Beneath those folders we then break out into, loosely, DITA-focused folders of Concepts, Procedures, and References, with an additional folder to hold Graphics (screenshots, diagrams and so on). DITA suggests Tasks, not Procedures but we consider a task to be at a higher-level, with one task containing one or more procedures.

So we have a basic folder structure in Author-it that looks a little like this:

    Administrator [User Role]
    	Installation [Information Area]
    		Concepts [Topic Type]
    		Procedures [Topic Type]
    		Reference [Topic Type]

We think this will work for us, and we’ll be testing it with a sample chapter or two very soon. We definitely need to get this right now before we start converting our content over but the thoughts and details of that exercise are for another post.

bookmark_borderHow do we move to single source?

I’ve waffled on about single source and our plans for long enough so, as we are finally starting the process itself, I thought I’d capture some information as we go along. However, it’s probably good to set the scene, so I’ll cover that stuff first. Over time you’ll be able to see all the posts related to this work here.

How? – how do we do it?

Once we’d agreed that single source would provide us with a good solution (it’s still not ideal, but nothing ever is..) the next question was “How?”.

Having followed the technologies in this area quite closely over the past few years my immediate thoughts went towards a DITA enabled solution. The basic topic types and methodologies fit well with an Agile environment so there would be fairly immediate benefits once we got the system up and running.

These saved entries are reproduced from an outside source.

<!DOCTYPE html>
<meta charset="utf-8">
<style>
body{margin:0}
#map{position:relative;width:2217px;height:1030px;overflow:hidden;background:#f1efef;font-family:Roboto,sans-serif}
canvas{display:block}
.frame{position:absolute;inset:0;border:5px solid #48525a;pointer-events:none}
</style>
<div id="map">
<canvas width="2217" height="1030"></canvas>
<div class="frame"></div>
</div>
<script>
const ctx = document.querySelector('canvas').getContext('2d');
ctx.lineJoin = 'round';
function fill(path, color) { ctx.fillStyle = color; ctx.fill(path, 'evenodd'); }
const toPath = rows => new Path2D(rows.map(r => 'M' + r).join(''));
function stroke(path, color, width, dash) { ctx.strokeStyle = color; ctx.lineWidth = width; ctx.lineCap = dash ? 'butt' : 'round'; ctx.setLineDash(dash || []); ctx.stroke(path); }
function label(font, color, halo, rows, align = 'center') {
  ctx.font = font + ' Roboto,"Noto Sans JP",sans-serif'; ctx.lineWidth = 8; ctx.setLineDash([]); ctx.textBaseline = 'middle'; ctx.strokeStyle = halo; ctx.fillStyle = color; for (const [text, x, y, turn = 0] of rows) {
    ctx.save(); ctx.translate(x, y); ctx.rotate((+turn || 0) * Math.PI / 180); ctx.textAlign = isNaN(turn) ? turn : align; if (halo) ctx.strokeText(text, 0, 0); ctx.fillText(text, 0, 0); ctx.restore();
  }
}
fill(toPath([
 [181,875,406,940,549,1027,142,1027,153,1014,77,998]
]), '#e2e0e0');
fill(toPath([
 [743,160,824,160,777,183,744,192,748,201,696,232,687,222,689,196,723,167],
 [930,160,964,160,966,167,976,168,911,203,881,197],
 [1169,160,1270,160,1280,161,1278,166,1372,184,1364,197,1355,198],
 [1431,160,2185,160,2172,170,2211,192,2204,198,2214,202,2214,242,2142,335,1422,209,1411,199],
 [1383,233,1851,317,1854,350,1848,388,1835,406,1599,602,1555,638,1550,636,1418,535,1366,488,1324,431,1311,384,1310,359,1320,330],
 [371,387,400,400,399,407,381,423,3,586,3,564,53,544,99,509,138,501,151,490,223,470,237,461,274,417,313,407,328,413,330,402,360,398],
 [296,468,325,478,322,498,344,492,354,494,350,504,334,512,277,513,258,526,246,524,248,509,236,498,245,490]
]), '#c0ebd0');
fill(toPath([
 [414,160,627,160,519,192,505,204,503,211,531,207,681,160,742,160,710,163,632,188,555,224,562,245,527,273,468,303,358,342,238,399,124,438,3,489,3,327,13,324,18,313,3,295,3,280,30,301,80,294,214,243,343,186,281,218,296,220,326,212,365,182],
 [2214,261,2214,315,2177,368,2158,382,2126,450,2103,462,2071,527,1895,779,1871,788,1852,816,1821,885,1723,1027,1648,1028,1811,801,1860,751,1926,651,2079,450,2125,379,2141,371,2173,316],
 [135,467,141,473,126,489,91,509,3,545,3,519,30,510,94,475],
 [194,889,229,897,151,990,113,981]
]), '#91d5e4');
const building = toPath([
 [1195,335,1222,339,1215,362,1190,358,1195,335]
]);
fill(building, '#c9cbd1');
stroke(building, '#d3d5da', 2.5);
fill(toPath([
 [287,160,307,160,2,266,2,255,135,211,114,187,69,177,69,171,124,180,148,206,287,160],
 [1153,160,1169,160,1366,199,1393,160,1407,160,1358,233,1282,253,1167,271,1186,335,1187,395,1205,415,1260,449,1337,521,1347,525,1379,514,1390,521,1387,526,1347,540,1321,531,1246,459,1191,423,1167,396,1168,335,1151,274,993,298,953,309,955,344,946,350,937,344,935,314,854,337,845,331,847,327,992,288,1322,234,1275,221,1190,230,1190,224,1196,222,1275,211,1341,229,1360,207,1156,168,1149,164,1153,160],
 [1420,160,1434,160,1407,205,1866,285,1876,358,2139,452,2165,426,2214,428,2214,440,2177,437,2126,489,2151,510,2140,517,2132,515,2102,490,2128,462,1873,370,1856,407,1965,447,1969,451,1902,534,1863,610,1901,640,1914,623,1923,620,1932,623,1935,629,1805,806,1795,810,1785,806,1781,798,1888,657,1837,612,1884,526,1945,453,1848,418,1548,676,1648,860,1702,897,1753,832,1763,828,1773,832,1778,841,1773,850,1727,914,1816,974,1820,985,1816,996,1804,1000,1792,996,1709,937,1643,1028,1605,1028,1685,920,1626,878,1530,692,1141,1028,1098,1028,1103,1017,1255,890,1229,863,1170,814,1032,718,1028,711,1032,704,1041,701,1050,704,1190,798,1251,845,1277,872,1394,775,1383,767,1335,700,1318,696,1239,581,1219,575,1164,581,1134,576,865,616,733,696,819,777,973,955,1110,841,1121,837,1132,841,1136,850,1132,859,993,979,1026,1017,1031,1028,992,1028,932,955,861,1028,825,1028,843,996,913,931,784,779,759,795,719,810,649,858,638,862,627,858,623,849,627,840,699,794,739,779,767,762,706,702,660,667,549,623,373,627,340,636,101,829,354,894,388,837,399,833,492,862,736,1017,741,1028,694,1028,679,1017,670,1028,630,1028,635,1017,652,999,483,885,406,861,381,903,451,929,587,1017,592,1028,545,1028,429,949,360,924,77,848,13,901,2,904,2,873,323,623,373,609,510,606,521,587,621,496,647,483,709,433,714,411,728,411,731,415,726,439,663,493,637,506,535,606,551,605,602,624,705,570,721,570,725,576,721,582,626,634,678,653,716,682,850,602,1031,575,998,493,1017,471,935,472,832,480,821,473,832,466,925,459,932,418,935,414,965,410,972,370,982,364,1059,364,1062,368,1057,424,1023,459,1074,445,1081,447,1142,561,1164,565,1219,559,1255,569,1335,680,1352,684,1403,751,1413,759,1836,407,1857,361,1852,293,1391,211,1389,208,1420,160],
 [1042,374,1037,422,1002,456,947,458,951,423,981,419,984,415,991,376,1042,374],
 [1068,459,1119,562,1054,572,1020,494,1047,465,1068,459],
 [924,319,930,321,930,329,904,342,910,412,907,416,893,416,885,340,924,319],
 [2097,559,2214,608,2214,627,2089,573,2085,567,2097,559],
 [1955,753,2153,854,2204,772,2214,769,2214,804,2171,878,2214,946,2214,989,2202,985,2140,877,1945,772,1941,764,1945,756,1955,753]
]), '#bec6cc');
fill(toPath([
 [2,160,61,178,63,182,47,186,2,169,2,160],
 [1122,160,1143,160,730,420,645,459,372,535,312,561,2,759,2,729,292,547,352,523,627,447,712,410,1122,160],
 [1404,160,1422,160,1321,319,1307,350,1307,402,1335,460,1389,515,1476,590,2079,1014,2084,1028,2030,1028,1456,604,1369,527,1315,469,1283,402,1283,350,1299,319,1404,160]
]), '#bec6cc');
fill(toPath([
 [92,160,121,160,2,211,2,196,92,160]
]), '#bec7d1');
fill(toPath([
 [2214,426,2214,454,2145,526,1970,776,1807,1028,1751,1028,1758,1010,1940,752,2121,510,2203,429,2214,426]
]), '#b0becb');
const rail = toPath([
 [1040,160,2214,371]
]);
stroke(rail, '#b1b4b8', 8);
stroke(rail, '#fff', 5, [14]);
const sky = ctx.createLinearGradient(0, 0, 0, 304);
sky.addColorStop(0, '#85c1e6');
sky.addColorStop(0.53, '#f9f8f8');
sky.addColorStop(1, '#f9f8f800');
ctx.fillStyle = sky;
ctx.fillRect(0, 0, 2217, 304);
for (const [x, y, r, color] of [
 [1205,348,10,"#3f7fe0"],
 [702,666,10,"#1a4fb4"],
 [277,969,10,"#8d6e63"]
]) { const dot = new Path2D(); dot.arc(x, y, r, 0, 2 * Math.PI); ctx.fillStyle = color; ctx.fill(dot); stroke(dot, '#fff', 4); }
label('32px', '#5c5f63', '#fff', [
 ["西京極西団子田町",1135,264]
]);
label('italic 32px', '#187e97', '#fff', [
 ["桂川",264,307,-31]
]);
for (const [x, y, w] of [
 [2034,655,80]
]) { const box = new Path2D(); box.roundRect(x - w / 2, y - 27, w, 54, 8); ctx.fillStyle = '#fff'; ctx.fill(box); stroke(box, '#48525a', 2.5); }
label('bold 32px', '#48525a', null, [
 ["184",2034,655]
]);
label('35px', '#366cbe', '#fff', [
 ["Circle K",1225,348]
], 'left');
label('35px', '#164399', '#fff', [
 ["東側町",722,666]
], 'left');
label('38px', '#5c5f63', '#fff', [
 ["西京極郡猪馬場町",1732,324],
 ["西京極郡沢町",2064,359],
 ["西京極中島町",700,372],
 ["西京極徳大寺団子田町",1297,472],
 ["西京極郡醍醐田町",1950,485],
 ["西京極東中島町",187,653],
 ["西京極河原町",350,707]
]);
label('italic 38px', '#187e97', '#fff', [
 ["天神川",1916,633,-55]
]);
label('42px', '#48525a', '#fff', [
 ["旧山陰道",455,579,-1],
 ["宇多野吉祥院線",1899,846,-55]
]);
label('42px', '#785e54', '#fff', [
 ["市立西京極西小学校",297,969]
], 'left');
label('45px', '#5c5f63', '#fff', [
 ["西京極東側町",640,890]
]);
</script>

We spent some time investigating our content and planning how best to leverage DITA to our advantage and once we were happy that it would meet our needs (with less over head than adopting DocBook) we looked at the technological challenges of adopting a DITA based system.

And that’s where we hit the biggest block. DITA is an excellent methodology but still lacks simple/cheap tooling support (it would take upwards of several thousand to fully implement a DITA solution, whereas a bespoke solution could cost considerably less). Other considerations (we have JavaHelp as our online help format) also came into play and, after some investigation of other XML based tools we decided to go with Author-it and base our working practices around the DITA methodology and topic types.

We did consider upgrading our legacy applications (FrameMaker and Webworks) and configuring them to give us a solution that would meet our needs but even the rough estimates for that work took us beyond the cost of our chosen solution.

One caveat to this is to note that I have used Author-it previously and, whilst it is not without its foibles (which application isn’t) it hits the sweet spot of functionality versus cost. None of the rest of the team have used it but that would be the same for any other new tool and was considered as an upside to keeping the FrameMaker + Webworks solution.

A second caveat is that I’m fully aware that, in due time the tool vendors will get on top of this problem (MadCap already seem to be ahead of the others in this area), but alas the timescales don’t suit us. Worst case scenario is that we ditch Author-it in a few years, export the content to DITA XML and import to a compatible tool that meets whatever needs we have at that time.